____ Provided data
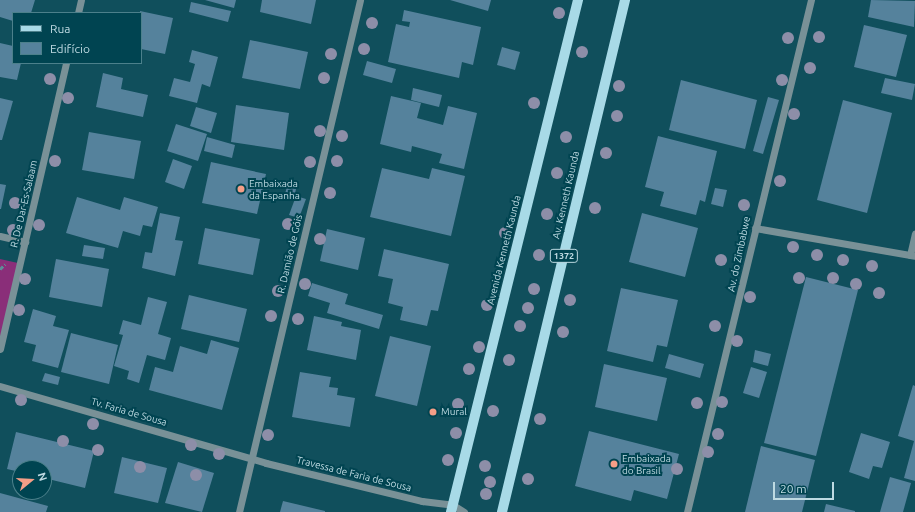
<!DOCTYPE html>
<meta charset="utf-8">
<style>
body{margin:0}
#map{position:relative;width:915px;height:512px;overflow:hidden;background:#104f5c;font-family:Ubuntu,sans-serif}
div>[style]{position:absolute}
.green>*{inset:0;background:#8a2e79}
.building>*{inset:0;background:#55829c}
.path>*{height:2.5px;margin-top:-1.25px;transform-origin:0;background:repeating-linear-gradient(90deg,#5d8d97 0 4px,transparent 0 6px)}
.minor>*{height:7px;margin:-3.5px;padding:0 3.5px;transform-origin:3.5px;border-radius:3.5px;background:#799197}
.major>*{height:10px;margin:-5px;padding:0 5px;transform-origin:5px;border-radius:5px;background:#a8dae7}
.trees>*{width:12px;height:12px;margin:-6px;border-radius:50%;background:#8d8ea8}
.dots>*{width:11px;height:11px;translate:-50% -50%;box-sizing:border-box;border:2px solid #004451;border-radius:50%}
span{translate:-50% -50%;white-space:nowrap;text-align:center;line-height:1.15;-webkit-text-stroke:4px #004451;paint-order:stroke}
.shield-label span{padding:1px 3px;background:#004451;border:1px solid;border-radius:3px;-webkit-text-stroke-width:0}
.shield-label{font-size:9px;color:#bedae2;font-weight:700}
.poi-label{font-size:10px;color:#bedae2}
.left{translate:0 -50%;text-align:left}
.street-label{font-size:10px;color:#bedae2}
.legend{position:absolute;left:12px;top:12px;width:130px;height:52px;box-sizing:border-box;background:#004451;border:1px solid #4c808b;margin:0;padding:5px 7px;list-style:none;font-size:12px;color:#bedae2}
.legend li{display:flex;align-items:center;gap:8px;height:20px}
.legend b{width:20px;border:1px solid #4c808b}
.north{position:absolute;left:12px;top:460px;width:40px;height:40px;box-sizing:border-box;background:#004451;border:1px solid #4c808b;border-radius:50%;rotate:72deg;font-size:11px;font-weight:700;line-height:16px;text-align:center;color:#bedae2}
.north::after{content:'';display:block;margin:auto;width:14px;height:18px;background:#f49e87;clip-path:polygon(50% 0,100% 100%,50% 72%,0 100%)}
.scale{position:absolute;left:773px;top:482px;width:61px;height:18px;box-sizing:border-box;border:2px solid #bedae2;border-top:0;padding-left:5px;font-size:12px;line-height:14px;white-space:nowrap;color:#bedae2;-webkit-text-stroke:3px #004451;paint-order:stroke}
</style>
<div id="map">
<div class="green">
<div style="clip-path:polygon(0 259px,18px 263px,0 339px)"></div>
</div>
<div class="building">
<div style="clip-path:polygon(0 0,35px 0,31px 13px,13px 13px,13px 21px,0 17px)"></div>
<div style="clip-path:polygon(205px 0,236px 0,234px 8px)"></div>
<div style="clip-path:polygon(262px 0,316px 0,311px 24px,260px 12px)"></div>
<div style="clip-path:polygon(450px 0,491px 0,488px 11px)"></div>
<div style="clip-path:polygon(871px 0,915px 1px,914px 27px,868px 17px)"></div>
<div style="clip-path:polygon(191px 2px,231px 11px,228px 22px,189px 12px)"></div>
<div style="clip-path:polygon(404px 10px,481px 27px,473px 65px,462px 62px,459px 78px,388px 62px,396px 24px,409px 27px,410px 22px,402px 21px)"></div>
<div style="clip-path:polygon(140px 11px,173px 18px,165px 54px,141px 49px)"></div>
<div style="clip-path:polygon(864px 25px,907px 35px,896px 77px,854px 67px)"></div>
<div style="clip-path:polygon(250px 40px,308px 52px,300px 89px,242px 78px)"></div>
<div style="clip-path:polygon(0 43px,13px 46px,13px 63px,21px 63px,17px 80px,0 77px)"></div>
<div style="clip-path:polygon(502px 47px,520px 52px,515px 70px,497px 65px)"></div>
<div style="clip-path:polygon(192px 50px,218px 57px,210px 87px,202px 84px,197px 103px,169px 96px,174px 78px,190px 82px,195px 64px,189px 62px)"></div>
<div style="clip-path:polygon(367px 61px,396px 69px,392px 83px,363px 75px)"></div>
<div style="clip-path:polygon(103px 73px,123px 78px,121px 89px,148px 95px,143px 117px,96px 107px)"></div>
<div style="clip-path:polygon(885px 78px,915px 84px,912px 100px,881px 93px)"></div>
<div style="clip-path:polygon(681px 80px,757px 100px,745px 149px,669px 130px)"></div>
<div style="clip-path:polygon(413px 88px,442px 95px,439px 107px,411px 100px)"></div>
<div style="clip-path:polygon(391px 96px,421px 103px,417px 118px,443px 125px,448px 106px,477px 113px,464px 169px,439px 163px,442px 154px,412px 146px,411px 152px,380px 144px)"></div>
<div style="clip-path:polygon(768px 97px,779px 100px,763px 154px,753px 151px)"></div>
<div style="clip-path:polygon(0 98px,13px 101px,2px 140px,0 140px)"></div>
<div style="clip-path:polygon(843px 100px,892px 113px,867px 213px,817px 200px)"></div>
<div style="clip-path:polygon(236px 105px,289px 113px,284px 150px,231px 142px)"></div>
<div style="clip-path:polygon(196px 107px,217px 113px,211px 133px,190px 126px)"></div>
<div style="clip-path:polygon(176px 124px,207px 134px,198px 161px,167px 151px)"></div>
<div style="clip-path:polygon(89px 132px,141px 141px,134px 179px,82px 170px)"></div>
<div style="clip-path:polygon(658px 136px,717px 151px,705px 202px,700px 200px,696px 215px,660px 206px,664px 192px,645px 187px)"></div>
<div style="clip-path:polygon(207px 137px,235px 145px,232px 158px,204px 151px)"></div>
<div style="clip-path:polygon(173px 159px,192px 166px,184px 189px,165px 182px)"></div>
<div style="clip-path:polygon(211px 162px,266px 174px,257px 214px,202px 203px)"></div>
<div style="clip-path:polygon(382px 168px,429px 179px,432px 168px,465px 176px,451px 236px,370px 217px)"></div>
<div style="clip-path:polygon(288px 183px,297px 185px,294px 197px,285px 194px)"></div>
<div style="clip-path:polygon(0 184px,6px 185px,1px 209px,0 209px)"></div>
<div style="clip-path:polygon(715px 188px,727px 190px,723px 207px,711px 204px)"></div>
<div style="clip-path:polygon(296px 196px,306px 199px,299px 218px,289px 215px)"></div>
<div style="clip-path:polygon(77px 197px,120px 210px,124px 197px,158px 207px,152px 227px,143px 225px,140px 236px,123px 231px,118px 248px,66px 233px)"></div>
<div style="clip-path:polygon(160px 213px,180px 217px,175px 240px,183px 241px,175px 276px,142px 268px,145px 252px,152px 253px)"></div>
<div style="clip-path:polygon(642px 213px,698px 228px,685px 277px,629px 262px)"></div>
<div style="clip-path:polygon(205px 228px,260px 239px,253px 275px,198px 264px)"></div>
<div style="clip-path:polygon(327px 229px,365px 238px,358px 270px,320px 261px)"></div>
<div style="clip-path:polygon(84px 245px,105px 248px,103px 259px,82px 256px)"></div>
<div style="clip-path:polygon(384px 249px,449px 264px,438px 311px,431px 310px,427px 326px,400px 320px,403px 307px,388px 303px,393px 279px,378px 276px)"></div>
<div style="clip-path:polygon(56px 259px,109px 269px,102px 307px,49px 297px)"></div>
<div style="clip-path:polygon(806px 277px,858px 290px,816px 456px,764px 443px)"></div>
<div style="clip-path:polygon(312px 283px,348px 294px,345px 304px,383px 315px,379px 329px,327px 313px,330px 303px,308px 296px)"></div>
<div style="clip-path:polygon(621px 288px,678px 300px,667px 347px,657px 345px,653px 362px,607px 351px)"></div>
<div style="clip-path:polygon(189px 295px,247px 309px,239px 342px,181px 329px)"></div>
<div style="clip-path:polygon(148px 297px,167px 302px,158px 334px,171px 338px,165px 360px,147px 355px,139px 383px,127px 379px,129px 371px,114px 366px,123px 335px,119px 334px,123px 320px,141px 325px)"></div>
<div style="clip-path:polygon(33px 309px,56px 316px,53px 326px,69px 330px,58px 368px,32px 361px,36px 345px,24px 342px)"></div>
<div style="clip-path:polygon(314px 316px,342px 322px,341px 326px,361px 330px,356px 360px,307px 350px)"></div>
<div style="clip-path:polygon(71px 333px,118px 345px,109px 384px,61px 372px)"></div>
<div style="clip-path:polygon(390px 336px,431px 346px,417px 406px,375px 396px)"></div>
<div style="clip-path:polygon(211px 340px,239px 348px,222px 410px,149px 390px,155px 367px,173px 372px,180px 346px,207px 354px)"></div>
<div style="clip-path:polygon(755px 350px,771px 354px,768px 366px,753px 362px)"></div>
<div style="clip-path:polygon(669px 354px,704px 364px,700px 378px,665px 368px)"></div>
<div style="clip-path:polygon(604px 364px,667px 378px,657px 421px,595px 407px)"></div>
<div style="clip-path:polygon(751px 367px,767px 372px,759px 398px,743px 393px)"></div>
<div style="clip-path:polygon(300px 372px,331px 377px,329px 387px,338px 388px,337px 395px,355px 398px,350px 427px,292px 417px)"></div>
<div style="clip-path:polygon(45px 373px,60px 377px,58px 385px,42px 381px)"></div>
<div style="clip-path:polygon(913px 385px,915px 386px,915px 481px,904px 478px,914px 441px,898px 436px)"></div>
<div style="clip-path:polygon(589px 431px,679px 454px,667px 499px,634px 490px,631px 501px,575px 486px)"></div>
<div style="clip-path:polygon(16px 432px,94px 451px,85px 488px,44px 478px,44px 468px,20px 468px,20px 472px,7px 469px)"></div>
<div style="clip-path:polygon(861px 433px,890px 442px,882px 468px,873px 466px,869px 479px,849px 472px)"></div>
<div style="clip-path:polygon(761px 446px,815px 460px,802px 512px,745px 512px)"></div>
<div style="clip-path:polygon(122px 457px,167px 468px,158px 503px,114px 493px)"></div>
<div style="clip-path:polygon(178px 462px,214px 473px,202px 512px,165px 503px)"></div>
<div style="clip-path:polygon(890px 477px,911px 483px,903px 512px,880px 512px)"></div>
<div style="clip-path:polygon(0 493px,48px 506px,46px 512px,0 512px)"></div>
<div style="clip-path:polygon(283px 501px,325px 511px,325px 512px,280px 512px)"></div>
<div style="clip-path:polygon(826px 504px,855px 511px,855px 512px,824px 512px)"></div>
</div>
<div class="path">
<div style="left:0;top:269px;width:7px;rotate:-45deg"></div>
</div>
<div class="minor">
<div style="left:78px;top:13px;width:13px;rotate:-77deg"></div>
<div style="left:755px;top:228px;width:162px;rotate:9.9deg"></div>
<div style="left:0;top:236px;width:26px;rotate:13deg"></div>
<div style="left:910px;top:255px;width:22px;rotate:-77deg"></div>
<div style="left:0;top:349px;width:294px;rotate:-77deg"></div>
<div style="left:0;top:386px;width:277px;rotate:16.1deg"></div>
<div style="left:266px;top:463px;width:161px;rotate:13.7deg"></div>
<div style="left:422px;top:501px;width:31px;rotate:7deg"></div>
<div style="left:453px;top:505px;width:13px;rotate:32deg"></div>
<div style="left:239px;top:512px;width:526px;rotate:-76.7deg"></div>
<div style="left:687px;top:512px;width:527px;rotate:-76.39deg"></div>
</div>
<div class="major">
<div style="left:451px;top:512px;width:528px;rotate:-76.07deg"></div>
<div style="left:502px;top:512px;width:527px;rotate:-76.49deg"></div>
</div>
<div class="trees">
<div style="left:559px;top:13px"></div>
<div style="left:372px;top:23px"></div>
<div style="left:819px;top:37px"></div>
<div style="left:788px;top:38px"></div>
<div style="left:364px;top:49px"></div>
<div style="left:582px;top:52px"></div>
<div style="left:331px;top:54px"></div>
<div style="left:810px;top:68px"></div>
<div style="left:324px;top:78px"></div>
<div style="left:50px;top:79px"></div>
<div style="left:782px;top:80px"></div>
<div style="left:619px;top:86px"></div>
<div style="left:68px;top:98px"></div>
<div style="left:534px;top:103px"></div>
<div style="left:794px;top:114px"></div>
<div style="left:617px;top:116px"></div>
<div style="left:320px;top:131px"></div>
<div style="left:342px;top:136px"></div>
<div style="left:566px;top:137px"></div>
<div style="left:606px;top:153px"></div>
<div style="left:55px;top:161px"></div>
<div style="left:337px;top:161px"></div>
<div style="left:310px;top:162px"></div>
<div style="left:557px;top:173px"></div>
<div style="left:780px;top:181px"></div>
<div style="left:330px;top:193px"></div>
<div style="left:15px;top:203px"></div>
<div style="left:744px;top:205px"></div>
<div style="left:595px;top:208px"></div>
<div style="left:547px;top:214px"></div>
<div style="left:288px;top:224px"></div>
<div style="left:39px;top:225px"></div>
<div style="left:13px;top:230px"></div>
<div style="left:505px;top:233px"></div>
<div style="left:320px;top:239px"></div>
<div style="left:793px;top:247px"></div>
<div style="left:539px;top:255px"></div>
<div style="left:817px;top:255px"></div>
<div style="left:721px;top:260px"></div>
<div style="left:843px;top:260px"></div>
<div style="left:872px;top:266px"></div>
<div style="left:799px;top:278px"></div>
<div style="left:833px;top:278px"></div>
<div style="left:25px;top:279px"></div>
<div style="left:305px;top:284px"></div>
<div style="left:856px;top:284px"></div>
<div style="left:534px;top:289px"></div>
<div style="left:278px;top:291px"></div>
<div style="left:879px;top:293px"></div>
<div style="left:750px;top:297px"></div>
<div style="left:570px;top:300px"></div>
<div style="left:487px;top:305px"></div>
<div style="left:528px;top:308px"></div>
<div style="left:19px;top:310px"></div>
<div style="left:271px;top:316px"></div>
<div style="left:298px;top:319px"></div>
<div style="left:520px;top:326px"></div>
<div style="left:715px;top:326px"></div>
<div style="left:563px;top:332px"></div>
<div style="left:737px;top:341px"></div>
<div style="left:479px;top:347px"></div>
<div style="left:509px;top:360px"></div>
<div style="left:469px;top:369px"></div>
<div style="left:21px;top:400px"></div>
<div style="left:722px;top:402px"></div>
<div style="left:697px;top:403px"></div>
<div style="left:458px;top:404px"></div>
<div style="left:493px;top:411px"></div>
<div style="left:540px;top:419px"></div>
<div style="left:93px;top:424px"></div>
<div style="left:456px;top:433px"></div>
<div style="left:718px;top:434px"></div>
<div style="left:268px;top:435px"></div>
<div style="left:63px;top:441px"></div>
<div style="left:191px;top:445px"></div>
<div style="left:98px;top:450px"></div>
<div style="left:708px;top:452px"></div>
<div style="left:219px;top:454px"></div>
<div style="left:448px;top:460px"></div>
<div style="left:485px;top:466px"></div>
<div style="left:140px;top:467px"></div>
<div style="left:677px;top:469px"></div>
<div style="left:196px;top:475px"></div>
<div style="left:528px;top:479px"></div>
<div style="left:490px;top:482px"></div>
<div style="left:486px;top:494px"></div>
</div>
<div class="dots">
<div style="left:241px;top:189px;background:#f49e87"></div>
<div style="left:433px;top:412px;background:#f49e87"></div>
<div style="left:614px;top:464px;background:#f49e87"></div>
</div>
<div class="shield-label">
<span style="left:564px;top:256px">1372</span>
</div>
<div class="poi-label">
<span class="left" style="left:249px;top:189px">Embaixada<br>da Espanha</span>
<span class="left" style="left:441px;top:412px">Mural</span>
<span class="left" style="left:622px;top:464px">Embaixada<br>do Brasil</span>
</div>
<div class="street-label">
<span style="left:566px;top:195px;rotate:-77deg">Av. Kenneth Kaunda</span>
<span style="left:24px;top:204px;rotate:-77deg">R. De Dar-Es-Salaam</span>
<span style="left:504px;top:250px;rotate:-76deg">Avenida Kenneth Kaunda</span>
<span style="left:290px;top:254px;rotate:-77deg">R. Damião de Góis</span>
<span style="left:739px;top:254px;rotate:-78deg">Av. do Zimbabwe</span>
<span style="left:129px;top:412px;rotate:16deg">Tv. Faria de Sousa</span>
<span style="left:354px;top:474px;rotate:14deg">Travessa de Faria de Sousa</span>
</div>
<ul class="legend">
<li><b style="height:5px;background:#a8dae7"></b>Rua</li>
<li><b style="height:11px;background:#55829c"></b>Edifício</li>
</ul>
<div class="north">N</div>
<div class="scale">20 m</div>
</div>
________
▶ **What this task involves**:
Reproduce the entries above exactly, but only the lines between the line holding "297px,167px 302px,158px 334px,171px" and the line holding "309px,56px 316px,53px 326px,69px", inclusive.

▶ **Exercise solution**:
<div style="clip-path:polygon(148px 297px,167px 302px,158px 334px,171px 338px,165px 360px,147px 355px,139px 383px,127px 379px,129px 371px,114px 366px,123px 335px,119px 334px,123px 320px,141px 325px)"></div>
<div style="clip-path:polygon(33px 309px,56px 316px,53px 326px,69px 330px,58px 368px,32px 361px,36px 345px,24px 342px)"></div>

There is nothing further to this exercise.